**Dataset records:**

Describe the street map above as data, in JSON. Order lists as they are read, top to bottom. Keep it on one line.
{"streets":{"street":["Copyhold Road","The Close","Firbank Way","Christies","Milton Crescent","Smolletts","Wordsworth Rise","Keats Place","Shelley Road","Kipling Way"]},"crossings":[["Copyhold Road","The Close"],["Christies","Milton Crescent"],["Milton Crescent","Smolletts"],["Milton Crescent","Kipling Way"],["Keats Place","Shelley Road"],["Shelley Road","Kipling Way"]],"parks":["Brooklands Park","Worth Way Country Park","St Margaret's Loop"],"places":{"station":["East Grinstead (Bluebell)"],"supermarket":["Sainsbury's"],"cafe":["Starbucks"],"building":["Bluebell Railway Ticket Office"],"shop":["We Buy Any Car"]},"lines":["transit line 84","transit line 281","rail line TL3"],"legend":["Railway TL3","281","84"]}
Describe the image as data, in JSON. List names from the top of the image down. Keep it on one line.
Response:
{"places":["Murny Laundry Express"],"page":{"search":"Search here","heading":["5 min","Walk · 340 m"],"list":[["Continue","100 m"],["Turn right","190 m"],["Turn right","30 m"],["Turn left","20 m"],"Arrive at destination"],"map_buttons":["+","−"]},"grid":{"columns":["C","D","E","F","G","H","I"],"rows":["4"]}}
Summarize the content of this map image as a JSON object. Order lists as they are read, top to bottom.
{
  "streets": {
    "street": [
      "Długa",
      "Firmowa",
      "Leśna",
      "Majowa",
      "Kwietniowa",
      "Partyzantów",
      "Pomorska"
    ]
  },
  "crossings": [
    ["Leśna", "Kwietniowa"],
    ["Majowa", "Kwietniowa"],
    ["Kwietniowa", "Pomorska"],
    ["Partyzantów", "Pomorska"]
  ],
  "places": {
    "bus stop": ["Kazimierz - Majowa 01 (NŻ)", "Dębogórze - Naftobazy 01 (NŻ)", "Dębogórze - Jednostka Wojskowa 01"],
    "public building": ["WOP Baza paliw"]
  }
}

**Work instructions:** Write the listing out again, exactly as it reads.

**Answer box:**
Describe the street map above as data, in JSON. Order lists as they are read, top to bottom. Keep it on one line.
{"streets":{"street":["Copyhold Road","The Close","Firbank Way","Christies","Milton Crescent","Smolletts","Wordsworth Rise","Keats Place","Shelley Road","Kipling Way"]},"crossings":[["Copyhold Road","The Close"],["Christies","Milton Crescent"],["Milton Crescent","Smolletts"],["Milton Crescent","Kipling Way"],["Keats Place","Shelley Road"],["Shelley Road","Kipling Way"]],"parks":["Brooklands Park","Worth Way Country Park","St Margaret's Loop"],"places":{"station":["East Grinstead (Bluebell)"],"supermarket":["Sainsbury's"],"cafe":["Starbucks"],"building":["Bluebell Railway Ticket Office"],"shop":["We Buy Any Car"]},"lines":["transit line 84","transit line 281","rail line TL3"],"legend":["Railway TL3","281","84"]}
Describe the image as data, in JSON. List names from the top of the image down. Keep it on one line.
Response:
{"places":["Murny Laundry Express"],"page":{"search":"Search here","heading":["5 min","Walk · 340 m"],"list":[["Continue","100 m"],["Turn right","190 m"],["Turn right","30 m"],["Turn left","20 m"],"Arrive at destination"],"map_buttons":["+","−"]},"grid":{"columns":["C","D","E","F","G","H","I"],"rows":["4"]}}
Summarize the content of this map image as a JSON object. Order lists as they are read, top to bottom.
{
  "streets": {
    "street": [
      "Długa",
      "Firmowa",
      "Leśna",
      "Majowa",
      "Kwietniowa",
      "Partyzantów",
      "Pomorska"
    ]
  },
  "crossings": [
    ["Leśna", "Kwietniowa"],
    ["Majowa", "Kwietniowa"],
    ["Kwietniowa", "Pomorska"],
    ["Partyzantów", "Pomorska"]
  ],
  "places": {
    "bus stop": ["Kazimierz - Majowa 01 (NŻ)", "Dębogórze - Naftobazy 01 (NŻ)", "Dębogórze - Jednostka Wojskowa 01"],
    "public building": ["WOP Baza paliw"]
  }
}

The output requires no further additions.